# EXERCISE DATA
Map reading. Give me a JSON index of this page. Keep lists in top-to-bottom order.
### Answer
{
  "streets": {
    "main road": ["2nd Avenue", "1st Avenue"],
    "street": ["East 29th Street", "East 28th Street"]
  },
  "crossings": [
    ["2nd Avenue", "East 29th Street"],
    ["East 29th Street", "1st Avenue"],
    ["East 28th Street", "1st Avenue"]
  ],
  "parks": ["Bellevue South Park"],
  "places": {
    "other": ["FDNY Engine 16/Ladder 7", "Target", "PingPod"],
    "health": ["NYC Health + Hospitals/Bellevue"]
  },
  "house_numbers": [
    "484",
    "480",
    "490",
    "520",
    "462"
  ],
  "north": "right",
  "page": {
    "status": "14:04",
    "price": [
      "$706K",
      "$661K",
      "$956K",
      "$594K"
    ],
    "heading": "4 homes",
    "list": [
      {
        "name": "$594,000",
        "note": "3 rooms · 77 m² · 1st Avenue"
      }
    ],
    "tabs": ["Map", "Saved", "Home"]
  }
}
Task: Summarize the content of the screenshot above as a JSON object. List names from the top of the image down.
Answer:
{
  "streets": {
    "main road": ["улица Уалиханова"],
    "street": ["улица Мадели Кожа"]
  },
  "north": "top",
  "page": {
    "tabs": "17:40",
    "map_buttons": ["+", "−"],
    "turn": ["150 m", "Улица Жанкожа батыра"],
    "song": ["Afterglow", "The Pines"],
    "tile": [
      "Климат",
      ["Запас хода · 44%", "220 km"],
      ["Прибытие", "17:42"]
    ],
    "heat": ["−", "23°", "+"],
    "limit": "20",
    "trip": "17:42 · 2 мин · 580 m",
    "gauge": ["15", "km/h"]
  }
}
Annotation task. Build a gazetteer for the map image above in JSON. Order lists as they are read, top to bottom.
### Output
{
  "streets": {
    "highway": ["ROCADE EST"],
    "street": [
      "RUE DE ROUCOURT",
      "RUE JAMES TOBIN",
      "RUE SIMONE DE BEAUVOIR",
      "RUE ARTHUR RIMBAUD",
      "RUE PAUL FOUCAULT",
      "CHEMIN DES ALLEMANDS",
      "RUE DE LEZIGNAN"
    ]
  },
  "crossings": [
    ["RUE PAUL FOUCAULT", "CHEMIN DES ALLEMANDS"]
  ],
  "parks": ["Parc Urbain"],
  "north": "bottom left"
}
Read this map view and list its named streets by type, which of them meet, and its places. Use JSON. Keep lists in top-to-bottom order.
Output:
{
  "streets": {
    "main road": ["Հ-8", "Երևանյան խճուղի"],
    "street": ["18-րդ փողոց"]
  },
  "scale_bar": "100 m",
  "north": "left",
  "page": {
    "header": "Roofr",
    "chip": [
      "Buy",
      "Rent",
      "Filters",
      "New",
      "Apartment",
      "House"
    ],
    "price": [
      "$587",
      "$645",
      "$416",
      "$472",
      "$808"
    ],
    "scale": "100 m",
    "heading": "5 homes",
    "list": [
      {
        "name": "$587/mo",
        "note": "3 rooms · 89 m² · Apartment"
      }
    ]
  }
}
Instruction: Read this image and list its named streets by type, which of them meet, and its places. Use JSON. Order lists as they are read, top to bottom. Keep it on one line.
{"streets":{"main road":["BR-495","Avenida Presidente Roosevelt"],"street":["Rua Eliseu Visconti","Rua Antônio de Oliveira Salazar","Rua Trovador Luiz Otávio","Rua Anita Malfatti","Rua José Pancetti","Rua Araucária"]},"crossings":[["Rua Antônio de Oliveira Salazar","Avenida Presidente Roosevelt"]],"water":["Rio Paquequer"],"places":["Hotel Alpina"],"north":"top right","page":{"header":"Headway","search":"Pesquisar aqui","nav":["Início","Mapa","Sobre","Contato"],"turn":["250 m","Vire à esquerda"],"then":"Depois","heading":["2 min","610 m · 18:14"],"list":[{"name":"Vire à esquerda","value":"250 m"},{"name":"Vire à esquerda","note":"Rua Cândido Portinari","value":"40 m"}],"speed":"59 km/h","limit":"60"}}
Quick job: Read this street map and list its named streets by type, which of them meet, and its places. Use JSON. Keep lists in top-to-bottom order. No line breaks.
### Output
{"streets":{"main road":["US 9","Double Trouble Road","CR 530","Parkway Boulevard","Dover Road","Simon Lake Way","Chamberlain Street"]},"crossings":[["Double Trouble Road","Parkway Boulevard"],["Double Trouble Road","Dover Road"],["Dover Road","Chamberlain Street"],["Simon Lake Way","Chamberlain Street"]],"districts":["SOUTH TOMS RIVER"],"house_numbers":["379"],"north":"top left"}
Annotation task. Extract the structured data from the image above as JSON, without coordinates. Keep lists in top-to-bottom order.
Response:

# EXERCISE INSTRUCTIONS
Reproduce verbatim the stretch of lines beginning with the one containing "Annotation task. Extract" and ending at the close of the entries above.

# SOLUTION FOR THIS TASK
Annotation task. Extract the structured data from the image above as JSON, without coordinates. Keep lists in top-to-bottom order.
Response:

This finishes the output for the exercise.